In March, a Sunni Muslim event called the Tablighi Jamat was held in New Delhi's Nizamuddin area. At least 7,600 Indians, and 1,300 foreigners from countries such as Malaysia and Indonesia attended a series of prayer meetings and lectures in a narrow winding lane in India's densely populated capital.

Now, authorities are trying to track down attendees and people with whom they may have come into contact, after the meeting emerged as an infection hot spot. At least 128 cases have been tracked from this event, with seven reported deaths.

Read more: Can India's lockdown contain the coronavirus?

The news gave rise to anti-Muslim sentiment. Earlier this week, 'Coronojihad' became a trending topic in India and a major source of debate on many major broadcast news channels.

The lead anchor of the 24/7 news broadcaster Republic TV opened his show with the lines: "They made fun of our national effort. They have compromised us all, we were just winning when they did everything to defeat us."

Lawmakers from the ruling BJP Party took to Twitter to condemn the gathering. Delhi's Chief Minister called for a police complaint to be lodged against the organizers of the event.

Prime Minister Narendra Modi had imposed a lockdown on the entire nation from March 25, for a period of 21 days. Many criticized the organizers of the Tablighi Jamat for disobeying this curfew.

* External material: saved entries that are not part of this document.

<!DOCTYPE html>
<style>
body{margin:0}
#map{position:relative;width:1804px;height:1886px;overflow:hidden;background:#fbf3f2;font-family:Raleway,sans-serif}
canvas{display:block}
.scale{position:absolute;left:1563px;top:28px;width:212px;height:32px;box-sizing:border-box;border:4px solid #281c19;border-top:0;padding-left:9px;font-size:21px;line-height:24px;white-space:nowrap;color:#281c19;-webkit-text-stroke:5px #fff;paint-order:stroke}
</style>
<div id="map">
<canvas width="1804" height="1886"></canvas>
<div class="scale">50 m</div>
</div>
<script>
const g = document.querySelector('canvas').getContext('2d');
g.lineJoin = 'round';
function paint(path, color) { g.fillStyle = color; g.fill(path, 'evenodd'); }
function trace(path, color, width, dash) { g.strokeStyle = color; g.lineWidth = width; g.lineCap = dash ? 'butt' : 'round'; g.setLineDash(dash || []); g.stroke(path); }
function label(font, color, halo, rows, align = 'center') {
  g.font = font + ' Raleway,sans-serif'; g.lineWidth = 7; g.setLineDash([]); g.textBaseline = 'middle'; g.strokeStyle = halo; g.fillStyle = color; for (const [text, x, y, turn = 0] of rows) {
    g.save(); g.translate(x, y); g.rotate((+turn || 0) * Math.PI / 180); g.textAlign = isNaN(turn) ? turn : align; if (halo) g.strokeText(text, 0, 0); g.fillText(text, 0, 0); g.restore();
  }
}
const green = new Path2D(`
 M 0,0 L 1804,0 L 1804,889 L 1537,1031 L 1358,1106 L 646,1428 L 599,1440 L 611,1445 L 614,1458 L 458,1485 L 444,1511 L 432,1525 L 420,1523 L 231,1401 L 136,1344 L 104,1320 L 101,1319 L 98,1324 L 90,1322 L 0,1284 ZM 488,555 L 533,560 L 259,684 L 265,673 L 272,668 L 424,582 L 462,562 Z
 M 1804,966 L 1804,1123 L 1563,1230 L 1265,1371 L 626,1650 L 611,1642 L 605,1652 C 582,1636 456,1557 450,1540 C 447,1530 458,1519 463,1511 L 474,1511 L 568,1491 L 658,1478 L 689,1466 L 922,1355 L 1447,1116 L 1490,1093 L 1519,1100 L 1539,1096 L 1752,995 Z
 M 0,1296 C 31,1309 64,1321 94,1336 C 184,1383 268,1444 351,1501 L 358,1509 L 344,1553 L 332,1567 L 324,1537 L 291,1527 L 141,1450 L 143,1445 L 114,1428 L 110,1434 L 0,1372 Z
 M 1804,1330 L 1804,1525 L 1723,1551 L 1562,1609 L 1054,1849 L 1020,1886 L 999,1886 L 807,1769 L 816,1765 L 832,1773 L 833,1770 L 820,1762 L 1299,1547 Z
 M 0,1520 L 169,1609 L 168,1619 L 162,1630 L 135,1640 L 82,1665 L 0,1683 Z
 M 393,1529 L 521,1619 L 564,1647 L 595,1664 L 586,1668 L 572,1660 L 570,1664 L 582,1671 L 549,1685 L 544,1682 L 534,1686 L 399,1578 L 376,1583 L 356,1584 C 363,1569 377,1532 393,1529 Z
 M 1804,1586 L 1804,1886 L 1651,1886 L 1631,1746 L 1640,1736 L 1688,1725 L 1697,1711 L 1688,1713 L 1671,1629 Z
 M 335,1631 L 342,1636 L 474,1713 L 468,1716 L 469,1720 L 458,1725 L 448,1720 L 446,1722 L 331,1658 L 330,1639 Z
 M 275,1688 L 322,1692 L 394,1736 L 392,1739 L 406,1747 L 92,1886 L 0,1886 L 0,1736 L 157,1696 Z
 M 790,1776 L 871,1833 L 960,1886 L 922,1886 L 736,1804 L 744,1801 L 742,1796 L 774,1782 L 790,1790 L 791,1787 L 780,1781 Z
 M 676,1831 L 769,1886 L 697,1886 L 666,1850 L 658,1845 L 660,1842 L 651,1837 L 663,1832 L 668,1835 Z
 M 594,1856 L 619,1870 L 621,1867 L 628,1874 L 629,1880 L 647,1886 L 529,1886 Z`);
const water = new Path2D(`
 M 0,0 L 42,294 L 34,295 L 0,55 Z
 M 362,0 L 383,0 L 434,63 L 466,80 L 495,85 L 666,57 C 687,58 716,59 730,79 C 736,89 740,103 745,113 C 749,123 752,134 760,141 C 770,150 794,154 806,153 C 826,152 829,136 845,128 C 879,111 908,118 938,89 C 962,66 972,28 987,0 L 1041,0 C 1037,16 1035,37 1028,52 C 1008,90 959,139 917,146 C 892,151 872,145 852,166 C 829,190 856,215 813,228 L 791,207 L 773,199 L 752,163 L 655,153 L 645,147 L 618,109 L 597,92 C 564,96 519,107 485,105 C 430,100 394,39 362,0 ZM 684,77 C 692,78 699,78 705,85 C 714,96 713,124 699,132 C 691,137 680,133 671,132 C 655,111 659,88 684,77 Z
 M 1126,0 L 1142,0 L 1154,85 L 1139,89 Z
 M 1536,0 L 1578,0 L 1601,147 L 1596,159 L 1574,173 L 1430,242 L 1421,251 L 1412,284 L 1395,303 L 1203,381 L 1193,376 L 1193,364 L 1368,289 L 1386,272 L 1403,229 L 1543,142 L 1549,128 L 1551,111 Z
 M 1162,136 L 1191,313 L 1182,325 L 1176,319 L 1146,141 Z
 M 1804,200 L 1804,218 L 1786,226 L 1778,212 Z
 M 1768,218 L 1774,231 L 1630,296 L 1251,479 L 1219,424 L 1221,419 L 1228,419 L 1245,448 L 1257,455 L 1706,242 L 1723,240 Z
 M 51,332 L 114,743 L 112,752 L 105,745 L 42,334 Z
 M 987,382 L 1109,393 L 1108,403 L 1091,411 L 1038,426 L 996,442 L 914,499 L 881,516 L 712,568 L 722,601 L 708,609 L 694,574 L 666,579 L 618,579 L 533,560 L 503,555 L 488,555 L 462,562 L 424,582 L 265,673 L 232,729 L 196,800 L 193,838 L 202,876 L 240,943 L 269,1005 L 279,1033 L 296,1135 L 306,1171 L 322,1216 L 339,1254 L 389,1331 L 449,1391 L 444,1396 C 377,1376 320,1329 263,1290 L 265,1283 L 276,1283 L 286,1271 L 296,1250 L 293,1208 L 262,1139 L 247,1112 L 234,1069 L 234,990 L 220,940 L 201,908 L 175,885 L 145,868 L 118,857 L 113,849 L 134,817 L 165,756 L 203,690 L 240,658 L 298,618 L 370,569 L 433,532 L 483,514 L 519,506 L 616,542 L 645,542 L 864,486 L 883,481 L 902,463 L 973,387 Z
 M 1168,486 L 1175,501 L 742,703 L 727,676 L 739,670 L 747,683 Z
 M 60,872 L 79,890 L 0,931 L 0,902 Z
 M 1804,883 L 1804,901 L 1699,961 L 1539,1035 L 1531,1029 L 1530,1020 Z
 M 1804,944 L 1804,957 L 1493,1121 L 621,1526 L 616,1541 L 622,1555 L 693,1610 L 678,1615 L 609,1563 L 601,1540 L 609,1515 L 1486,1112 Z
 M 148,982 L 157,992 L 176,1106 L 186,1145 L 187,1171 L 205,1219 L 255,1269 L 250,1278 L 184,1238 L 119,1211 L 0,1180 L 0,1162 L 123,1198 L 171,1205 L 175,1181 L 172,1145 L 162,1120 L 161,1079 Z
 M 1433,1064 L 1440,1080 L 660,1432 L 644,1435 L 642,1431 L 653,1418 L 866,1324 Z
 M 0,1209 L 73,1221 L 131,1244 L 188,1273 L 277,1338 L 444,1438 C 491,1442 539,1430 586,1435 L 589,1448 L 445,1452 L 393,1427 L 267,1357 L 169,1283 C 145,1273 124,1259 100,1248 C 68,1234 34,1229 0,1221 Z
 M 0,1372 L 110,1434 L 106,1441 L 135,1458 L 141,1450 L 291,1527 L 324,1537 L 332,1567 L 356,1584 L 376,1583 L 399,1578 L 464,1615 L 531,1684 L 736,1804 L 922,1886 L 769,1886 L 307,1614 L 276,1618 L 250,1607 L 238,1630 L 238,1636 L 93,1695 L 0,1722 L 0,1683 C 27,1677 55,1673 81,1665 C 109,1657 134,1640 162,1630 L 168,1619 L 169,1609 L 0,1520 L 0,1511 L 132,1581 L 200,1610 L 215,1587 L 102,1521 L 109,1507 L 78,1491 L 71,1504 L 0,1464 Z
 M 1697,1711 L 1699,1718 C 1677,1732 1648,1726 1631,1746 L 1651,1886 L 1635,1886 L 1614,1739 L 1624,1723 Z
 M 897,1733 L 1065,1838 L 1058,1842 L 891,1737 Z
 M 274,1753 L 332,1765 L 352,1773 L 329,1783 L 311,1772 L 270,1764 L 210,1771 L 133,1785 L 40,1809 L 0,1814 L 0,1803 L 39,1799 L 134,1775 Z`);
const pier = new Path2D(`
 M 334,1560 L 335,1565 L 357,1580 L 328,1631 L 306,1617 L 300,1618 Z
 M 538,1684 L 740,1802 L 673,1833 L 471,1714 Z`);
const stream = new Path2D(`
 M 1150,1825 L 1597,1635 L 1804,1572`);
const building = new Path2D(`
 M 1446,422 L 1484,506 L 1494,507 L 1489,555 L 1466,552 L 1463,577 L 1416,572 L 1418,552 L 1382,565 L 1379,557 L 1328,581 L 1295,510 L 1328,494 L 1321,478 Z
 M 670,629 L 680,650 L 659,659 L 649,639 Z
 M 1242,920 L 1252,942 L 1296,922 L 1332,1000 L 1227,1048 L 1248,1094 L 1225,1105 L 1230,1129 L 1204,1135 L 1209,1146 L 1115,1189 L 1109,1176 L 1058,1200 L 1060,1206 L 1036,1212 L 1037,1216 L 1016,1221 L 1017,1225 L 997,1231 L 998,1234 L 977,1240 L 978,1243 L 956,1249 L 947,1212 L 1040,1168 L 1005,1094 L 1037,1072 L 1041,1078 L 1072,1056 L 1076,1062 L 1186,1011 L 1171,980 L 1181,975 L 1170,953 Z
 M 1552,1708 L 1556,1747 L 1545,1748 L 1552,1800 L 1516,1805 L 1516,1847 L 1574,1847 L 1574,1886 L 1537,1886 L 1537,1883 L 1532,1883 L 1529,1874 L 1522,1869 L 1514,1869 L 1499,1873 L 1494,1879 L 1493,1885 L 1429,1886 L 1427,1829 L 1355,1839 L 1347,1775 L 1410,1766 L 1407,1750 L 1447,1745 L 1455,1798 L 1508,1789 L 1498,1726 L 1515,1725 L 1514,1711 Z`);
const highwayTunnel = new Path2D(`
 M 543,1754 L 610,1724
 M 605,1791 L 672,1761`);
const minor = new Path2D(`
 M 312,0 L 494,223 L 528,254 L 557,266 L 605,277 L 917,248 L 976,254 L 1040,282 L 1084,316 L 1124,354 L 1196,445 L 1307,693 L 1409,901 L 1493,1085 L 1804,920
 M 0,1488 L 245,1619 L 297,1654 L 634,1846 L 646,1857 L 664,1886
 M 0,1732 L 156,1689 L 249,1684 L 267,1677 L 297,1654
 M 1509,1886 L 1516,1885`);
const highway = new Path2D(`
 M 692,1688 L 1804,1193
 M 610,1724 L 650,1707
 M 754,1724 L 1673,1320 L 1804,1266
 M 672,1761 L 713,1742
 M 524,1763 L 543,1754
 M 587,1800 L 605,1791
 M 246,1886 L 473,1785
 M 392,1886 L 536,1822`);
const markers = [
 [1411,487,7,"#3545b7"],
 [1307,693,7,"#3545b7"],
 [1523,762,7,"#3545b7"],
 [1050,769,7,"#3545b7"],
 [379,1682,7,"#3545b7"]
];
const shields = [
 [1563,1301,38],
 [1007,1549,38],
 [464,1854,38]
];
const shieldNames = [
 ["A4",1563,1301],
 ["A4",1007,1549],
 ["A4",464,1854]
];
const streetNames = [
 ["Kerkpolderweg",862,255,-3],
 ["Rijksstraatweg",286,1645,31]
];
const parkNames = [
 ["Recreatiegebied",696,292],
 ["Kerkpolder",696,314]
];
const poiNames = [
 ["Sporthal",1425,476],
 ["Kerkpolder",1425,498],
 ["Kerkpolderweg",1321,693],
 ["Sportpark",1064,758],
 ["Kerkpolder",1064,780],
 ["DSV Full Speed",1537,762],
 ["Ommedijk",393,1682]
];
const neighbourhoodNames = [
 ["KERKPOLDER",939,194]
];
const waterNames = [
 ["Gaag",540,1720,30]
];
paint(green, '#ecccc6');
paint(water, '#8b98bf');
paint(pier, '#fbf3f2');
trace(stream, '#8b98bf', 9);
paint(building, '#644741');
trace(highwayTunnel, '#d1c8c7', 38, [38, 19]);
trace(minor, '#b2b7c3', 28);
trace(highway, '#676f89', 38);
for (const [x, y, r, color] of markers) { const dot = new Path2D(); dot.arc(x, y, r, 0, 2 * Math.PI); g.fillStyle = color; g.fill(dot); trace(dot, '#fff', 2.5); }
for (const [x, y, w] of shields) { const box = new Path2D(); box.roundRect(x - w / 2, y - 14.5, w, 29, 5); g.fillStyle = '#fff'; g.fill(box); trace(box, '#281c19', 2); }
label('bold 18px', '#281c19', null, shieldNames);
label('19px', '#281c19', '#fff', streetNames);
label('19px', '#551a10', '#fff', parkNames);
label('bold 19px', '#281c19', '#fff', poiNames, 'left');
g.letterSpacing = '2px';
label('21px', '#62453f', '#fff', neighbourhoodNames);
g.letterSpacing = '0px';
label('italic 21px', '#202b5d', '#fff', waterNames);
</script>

A complaint was lodged against an individual in Gujarat for spreading communal hatred. He had called upon all Hindus to boycott Muslim vendors, according to Indian media reports.

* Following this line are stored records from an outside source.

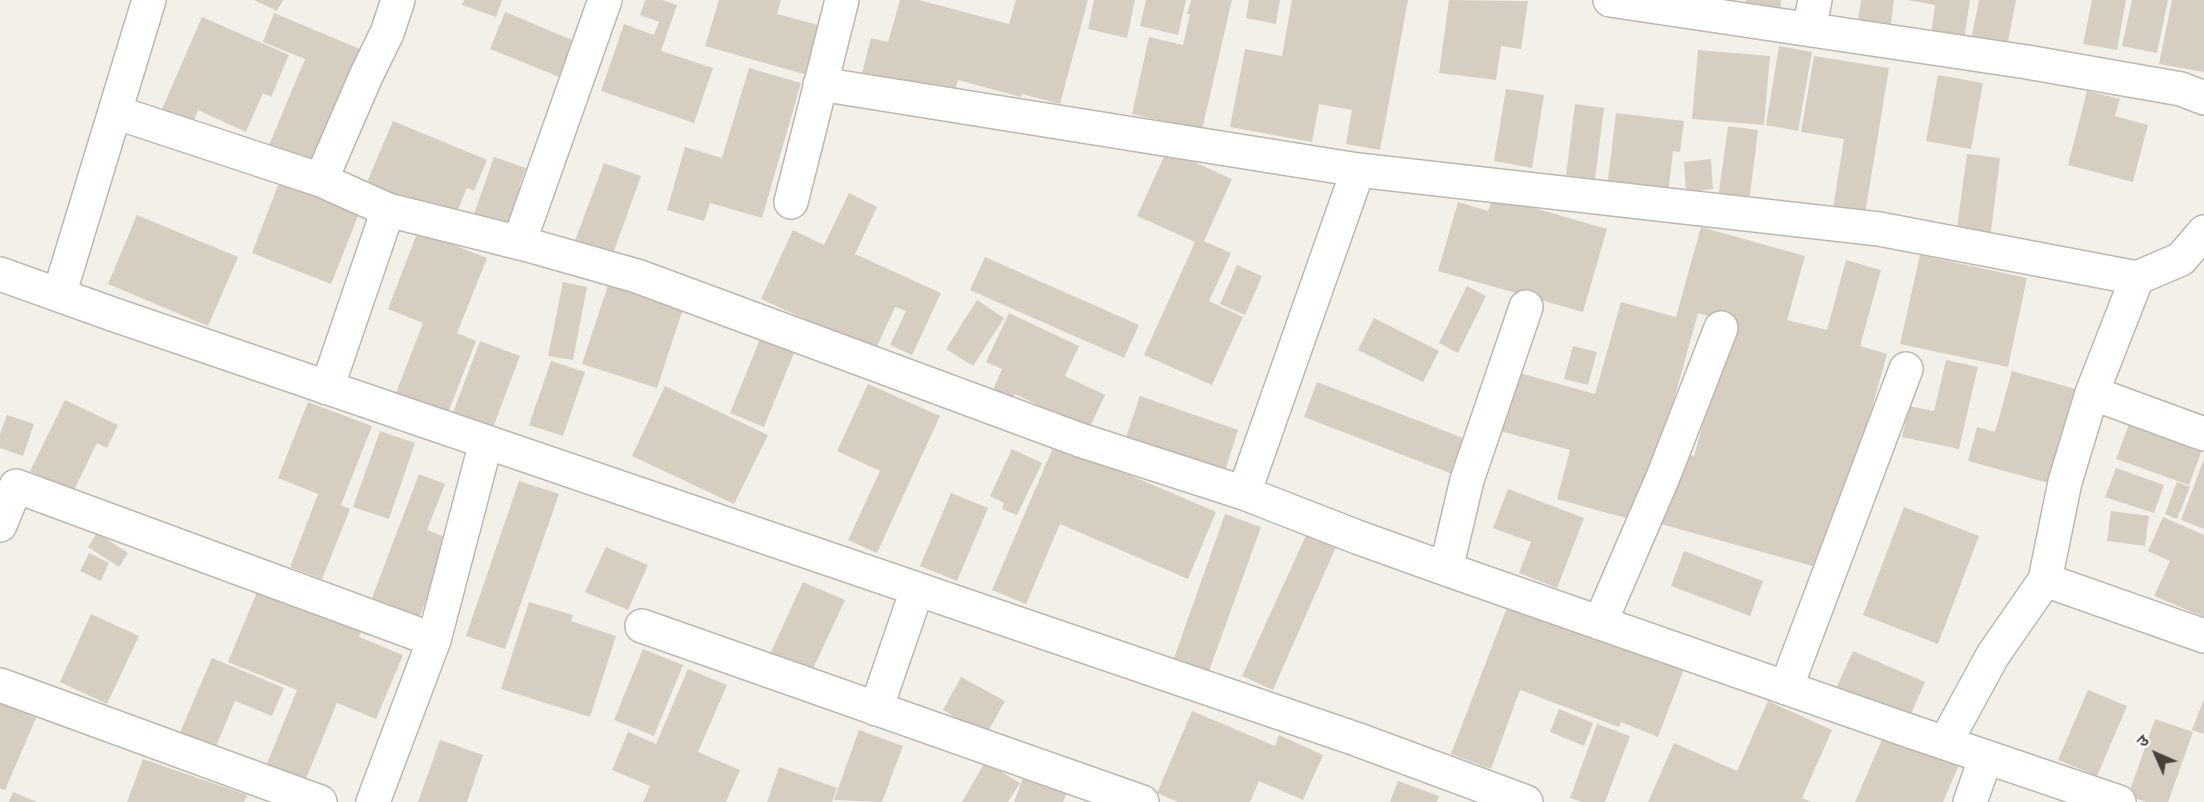 <!DOCTYPE html>
<meta charset="utf-8">
<style>
body{margin:0}
#map{position:relative;width:2204px;height:802px;overflow:hidden;background:#f3f0e9;font-family:Karla,"Noto Sans Devanagari",sans-serif}
canvas{display:block}
.north{position:absolute;left:2126px;top:724px;width:60px;height:60px;-webkit-text-stroke:4px #fff;paint-order:stroke;rotate:315deg;font-size:16px;font-weight:700;line-height:24px;text-align:center;color:#474038}
.north::after{content:'';display:block;margin:auto;width:21px;height:27px;background:#474038;clip-path:polygon(50% 0,100% 100%,50% 72%,0 100%)}
</style>
<div id="map">
<canvas width="2204" height="802"></canvas>
<div class="north">उ</div>
</div>
<script>
const context = document.querySelector('canvas').getContext('2d');
context.lineJoin = 'round';
function paint(path, color) { context.fillStyle = color; context.fill(path, 'evenodd'); }
const shape = rows => new Path2D(rows.map(r => 'M' + r).join(''));
function stroke(path, color, width, dash) { context.strokeStyle = color; context.lineWidth = width; context.lineCap = dash ? 'butt' : 'round'; context.setLineDash(dash || []); context.stroke(path); }
const building = shape([
 [254,0,283,0,277,11],
 [464,0,502,0,496,17,462,5],
 [645,0,662,0,677,5,661,51,713,68,694,123,601,91,624,24,654,35,659,22,640,15],
 [719,0,781,0,777,14,822,26,807,75,705,46],
 [900,0,919,0,1009,24,1016,0,1088,0,1060,104,1022,94,1021,97,958,80,953,98,862,73,871,38,888,42],
 [1094,0,1135,0,1127,38,1088,29],
 [1146,0,1186,0,1178,35,1140,26],
 [1191,0,1232,0,1202,130,1132,114,1149,37,1183,45,1190,14,1187,14],
 [1249,0,1280,0,1276,24,1246,18],
 [1292,0,1408,0,1380,150,1346,144,1352,110,1319,104,1312,142,1230,127,1245,49,1282,56],
 [1449,0,1528,1,1521,49,1501,46,1496,80,1439,73],
 [1746,0,1781,0,1780,11,1745,7],
 [1861,0,1894,0,1890,31,1857,27],
 [1908,0,1970,0,1963,46,1930,41,1935,5],
 [1979,0,2016,0,2005,56,1969,50],
 [2092,0,2126,0,2117,50,2083,44],
 [2132,0,2168,0,2157,53,2122,46],
 [2172,0,2204,0,2204,72,2159,64],
 [505,12,577,42,562,78,490,49],
 [274,13,367,52,320,165,269,145,305,59,263,42],
 [202,17,289,55,271,97,263,93,246,132,198,110,193,123,162,109],
 [1779,46,1812,52,1798,131,1766,125],
 [1698,50,1770,56,1764,125,1692,119],
 [1814,56,1889,68,1864,220,1832,215,1844,139,1801,132],
 [749,68,801,83,762,218,710,203,704,221,667,210,685,147,722,158],
 [1938,75,1983,83,1971,149,1926,141],
 [1506,89,1544,95,1532,168,1494,161],
 [2087,91,2120,99,2115,116,2148,125,2133,182,2068,165],
 [1575,104,1604,108,1595,179,1566,175],
 [1616,113,1684,121,1680,152,1673,151,1668,195,1607,188],
 [393,121,487,160,474,191,467,188,454,219,367,182],
 [1728,126,1758,130,1749,203,1718,199],
 [1167,150,1232,179,1204,241,1231,253,1209,301,1243,317,1212,385,1144,355,1195,242,1137,216],
 [1967,154,2000,158,1990,240,1956,235],
 [494,157,526,168,519,187,531,190,516,235,472,220],
 [1711,159,1713,189,1686,192,1684,162],
 [604,163,641,176,610,262,572,249],
 [280,180,360,211,331,284,252,253],
 [849,193,877,207,855,254,941,293,912,355,890,345,906,311,895,307,875,351,761,299,793,230,824,245],
 [1493,196,1607,229,1583,312,1438,271,1458,202,1488,211],
 [137,215,238,257,208,326,108,284],
 [1701,227,1805,256,1787,320,1827,330,1846,260,1881,270,1860,346,1887,354,1827,570,1661,524,1681,452,1694,456,1731,323,1698,313,1640,522,1557,499,1570,450,1500,431,1516,372,1595,394,1621,302,1676,317],
 [418,231,487,258,457,333,476,341,446,418,394,398,423,323,388,309],
 [1920,255,2027,278,2008,367,1900,344],
 [985,257,1139,325,1124,358,970,290],
 [1237,265,1262,276,1245,315,1220,304],
 [563,282,587,287,573,360,548,356],
 [608,285,683,309,657,388,582,364],
 [1467,286,1486,296,1458,353,1439,343],
 [977,300,1004,318,973,366,946,349],
 [1009,313,1079,346,1065,376,1105,395,1089,429,1015,394,1012,399,993,390,1002,369,986,362],
 [1374,318,1439,351,1423,382,1358,350],
 [760,339,794,353,764,427,730,413],
 [480,341,520,356,492,430,452,415],
 [1573,346,1597,352,1588,385,1564,379],
 [1946,360,1978,367,1959,449,1902,437,1909,406,1934,411],
 [551,361,585,372,563,436,529,425],
 [2012,371,2079,390,2052,484,1968,461,1977,427,1995,432],
 [1317,382,1466,439,1452,474,1304,417],
 [868,384,940,416,877,553,848,540,880,471,837,451],
 [665,386,768,435,734,504,632,456],
 [1140,396,1238,430,1225,471,1126,437],
 [65,400,118,425,107,448,97,443,73,492,30,471],
 [308,402,372,426,341,505,350,509,322,579,290,567,318,494,278,478],
 [7,415,34,424,23,456,0,448,0,434],
 [2130,421,2203,447,2189,485,2116,459],
 [380,431,415,443,389,519,353,507],
 [1055,443,1216,512,1188,579,1060,524,1026,604,992,590],
 [1012,449,1042,463,1017,515,1002,509,1004,503,990,496],
 [2204,459,2204,529,2181,520],
 [2116,468,2164,485,2154,513,2105,497],
 [419,474,445,484,427,530,450,539,420,616,372,598],
 [519,481,559,494,505,649,466,636],
 [2177,482,2190,487,2177,519,2165,514],
 [1508,489,1584,518,1557,588,1519,573,1531,542,1493,528],
 [951,493,988,508,957,581,920,566],
 [1904,507,1979,536,1938,644,1863,615],
 [2111,511,2149,516,2145,546,2107,541],
 [1225,514,1261,527,1209,671,1174,658],
 [2163,517,2204,535,2204,617,2154,596,2170,561,2148,551],
 [97,533,128,553,119,567,88,547],
 [1307,533,1336,547,1273,690,1242,676],
 [606,547,648,565,628,610,585,592],
 [1684,551,1763,581,1750,616,1671,586],
 [89,553,109,563,101,581,80,571],
 [803,582,845,600,811,673,770,654],
 [257,592,322,618,324,614,362,629,359,637,403,655,376,719,337,703,305,781,266,766,297,690,228,662],
 [529,602,573,615,571,621,616,636,590,717,501,689],
 [1509,602,1687,661,1658,737,1621,722,1619,727,1520,690,1491,769,1451,754],
 [91,614,139,636,107,704,60,682],
 [643,649,683,665,654,736,614,720],
 [1853,651,1925,682,1908,721,1836,689],
 [212,658,284,688,272,716,235,701,214,751,178,737],
 [688,669,727,685,698,752,740,770,726,802,643,802,650,786,612,770,628,732,656,744],
 [961,677,1005,701,986,735,943,710],
 [2088,690,2127,706,2097,776,2058,760],
 [2204,699,2204,734,2192,730],
 [1768,701,1832,730,1802,798,1812,802,1648,802,1674,743,1737,771],
 [0,703,36,718,5,790,0,788],
 [1559,709,1593,723,1584,746,1550,732],
 [1192,711,1275,746,1279,735,1323,755,1303,800,1259,781,1250,802,1178,802,1157,793],
 [2155,719,2193,732,2168,802,2146,802,2128,796],
 [1597,724,1630,736,1605,802,1582,802,1570,798],
 [859,730,903,746,882,802,834,800],
 [1883,737,1913,750,1914,747,1959,765,1943,802,1855,802],
 [440,740,483,755,467,802,418,802],
 [143,759,247,795,244,802,127,802],
 [985,762,1020,783,1008,802,962,802],
 [779,767,837,788,832,802,767,802],
 [1024,775,1067,792,1063,802,1014,802],
 [1398,781,1439,796,1437,802,1390,802],
 [13,792,37,802,9,802]
]);
const minor = shape([
 [1610,0,2027,62,2181,89,2204,98],
 [1809,29,1815,0],
 [820,84,1358,170,1244,493,1357,537,1446,569,1901,728,2119,802],
 [115,112,321,180,366,76,387,33,398,0],
 [1358,170,1879,229,2137,278,2092,393,2065,482,2045,580,1993,655,1945,743],
 [321,180,388,210,327,388],
 [791,202,842,0],
 [388,210,528,245,637,276,1080,440,1244,493],
 [519,243,605,0],
 [0,274,112,314,1356,739,1526,802],
 [2137,278,2181,259,2204,232],
 [59,295,149,0],
 [2092,393,2204,434],
 [0,525,16,486,434,640],
 [1446,569,1467,480,1526,307],
 [2045,580,2204,636],
 [1600,623,1663,477,1721,328],
 [642,626,1142,802],
 [0,685,320,802],
 [1786,688,1906,369],
 [876,709,917,590],
 [373,802,434,640,486,442],
 [1970,802,1986,757]
]);
paint(building, '#d7cec2');
stroke(minor, '#bfb7ac', 36);
stroke(minor, '#fff', 33);
</script>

Read more: India's coronavirus fight complicated by people dodging quarantine

The leader of a Muslim body, Jamiat Ulema-e-Hind, said that raising community tensions would only hamper India's united efforts to contain COVID-19, calling it a negative propaganda. "If an FIR can be filed against Nizamuddin's office, then there should be an FIR against the central and state government officials who could not manage properly millions of workers gathered at Anand Vihar railway station and other places after the lockdown order," Maulana Arshad Madani told local media.

He was referring to the thousands of migrant daily wage laborers walking from the nation's capital to their hometowns, due to not having enough resources to feed themselves.

India, which is trying to contain the coronavirus outbreak, has seen around 2,000 cases, with 58 deaths. The country is under a 21-day lockdown, which is set to continue until mid-April. Experts say that in the event of a major outbreak, the country's healthcare system may not be able to bear the burden of high numbers of cases.